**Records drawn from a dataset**
__________

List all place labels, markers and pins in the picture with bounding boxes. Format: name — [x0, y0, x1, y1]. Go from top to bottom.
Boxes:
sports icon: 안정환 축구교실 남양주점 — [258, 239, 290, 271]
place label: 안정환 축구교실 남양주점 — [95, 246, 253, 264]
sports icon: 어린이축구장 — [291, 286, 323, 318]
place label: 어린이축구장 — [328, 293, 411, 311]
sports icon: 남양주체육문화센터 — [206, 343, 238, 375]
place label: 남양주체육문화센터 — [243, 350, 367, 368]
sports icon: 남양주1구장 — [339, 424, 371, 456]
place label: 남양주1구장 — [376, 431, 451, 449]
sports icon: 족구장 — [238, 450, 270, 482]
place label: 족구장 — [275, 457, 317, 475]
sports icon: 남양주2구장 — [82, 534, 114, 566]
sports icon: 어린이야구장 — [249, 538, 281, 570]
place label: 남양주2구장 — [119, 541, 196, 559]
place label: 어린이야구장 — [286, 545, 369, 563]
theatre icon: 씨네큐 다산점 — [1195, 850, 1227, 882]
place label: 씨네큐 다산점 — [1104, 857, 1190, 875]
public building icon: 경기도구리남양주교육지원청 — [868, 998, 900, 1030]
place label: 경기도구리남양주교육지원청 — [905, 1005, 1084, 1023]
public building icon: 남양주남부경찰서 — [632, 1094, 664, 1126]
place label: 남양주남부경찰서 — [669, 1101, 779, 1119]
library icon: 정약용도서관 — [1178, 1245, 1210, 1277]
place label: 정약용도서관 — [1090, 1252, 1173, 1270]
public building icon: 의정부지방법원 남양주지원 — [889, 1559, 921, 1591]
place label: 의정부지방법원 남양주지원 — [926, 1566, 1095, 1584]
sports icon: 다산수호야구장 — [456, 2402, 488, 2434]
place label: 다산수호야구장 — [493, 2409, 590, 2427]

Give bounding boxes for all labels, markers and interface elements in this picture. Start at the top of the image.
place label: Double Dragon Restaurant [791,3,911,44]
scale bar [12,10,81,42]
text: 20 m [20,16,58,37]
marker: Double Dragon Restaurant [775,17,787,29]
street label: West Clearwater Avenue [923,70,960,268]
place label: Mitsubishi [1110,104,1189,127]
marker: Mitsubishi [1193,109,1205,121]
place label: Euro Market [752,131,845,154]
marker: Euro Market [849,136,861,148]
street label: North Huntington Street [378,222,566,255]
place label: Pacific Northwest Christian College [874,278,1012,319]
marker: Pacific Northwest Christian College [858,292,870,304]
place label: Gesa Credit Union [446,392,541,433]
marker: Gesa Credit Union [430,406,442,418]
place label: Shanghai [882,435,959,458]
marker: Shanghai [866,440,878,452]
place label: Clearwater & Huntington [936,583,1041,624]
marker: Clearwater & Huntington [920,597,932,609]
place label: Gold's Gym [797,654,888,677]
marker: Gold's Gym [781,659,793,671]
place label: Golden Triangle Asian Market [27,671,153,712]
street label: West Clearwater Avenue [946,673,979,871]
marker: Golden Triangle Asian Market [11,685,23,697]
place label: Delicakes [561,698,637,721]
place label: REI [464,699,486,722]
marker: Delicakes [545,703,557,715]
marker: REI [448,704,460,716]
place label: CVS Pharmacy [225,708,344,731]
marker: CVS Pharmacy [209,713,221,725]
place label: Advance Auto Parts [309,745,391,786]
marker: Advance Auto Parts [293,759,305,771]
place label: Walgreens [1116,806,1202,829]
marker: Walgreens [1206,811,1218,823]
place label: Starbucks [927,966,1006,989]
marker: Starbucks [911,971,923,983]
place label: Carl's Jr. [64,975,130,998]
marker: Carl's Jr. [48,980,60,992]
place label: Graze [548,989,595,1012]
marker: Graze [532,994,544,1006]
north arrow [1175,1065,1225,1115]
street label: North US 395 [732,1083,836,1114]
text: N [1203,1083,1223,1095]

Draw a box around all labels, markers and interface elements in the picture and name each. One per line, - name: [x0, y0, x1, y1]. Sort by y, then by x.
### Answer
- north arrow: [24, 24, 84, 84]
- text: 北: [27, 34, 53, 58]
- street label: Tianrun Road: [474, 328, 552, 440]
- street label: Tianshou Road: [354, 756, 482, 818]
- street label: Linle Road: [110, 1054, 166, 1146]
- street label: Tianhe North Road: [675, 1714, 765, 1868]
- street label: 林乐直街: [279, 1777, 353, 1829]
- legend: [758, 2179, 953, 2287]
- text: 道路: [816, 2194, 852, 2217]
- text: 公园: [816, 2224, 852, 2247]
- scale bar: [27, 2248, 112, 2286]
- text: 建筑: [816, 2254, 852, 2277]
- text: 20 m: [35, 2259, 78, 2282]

__________

**Exercise requirements**
Which of the lines above hold the word "Christian"? Copy each one.

**Solution**
place label: Pacific Northwest Christian College [874,278,1012,319]
marker: Pacific Northwest Christian College [858,292,870,304]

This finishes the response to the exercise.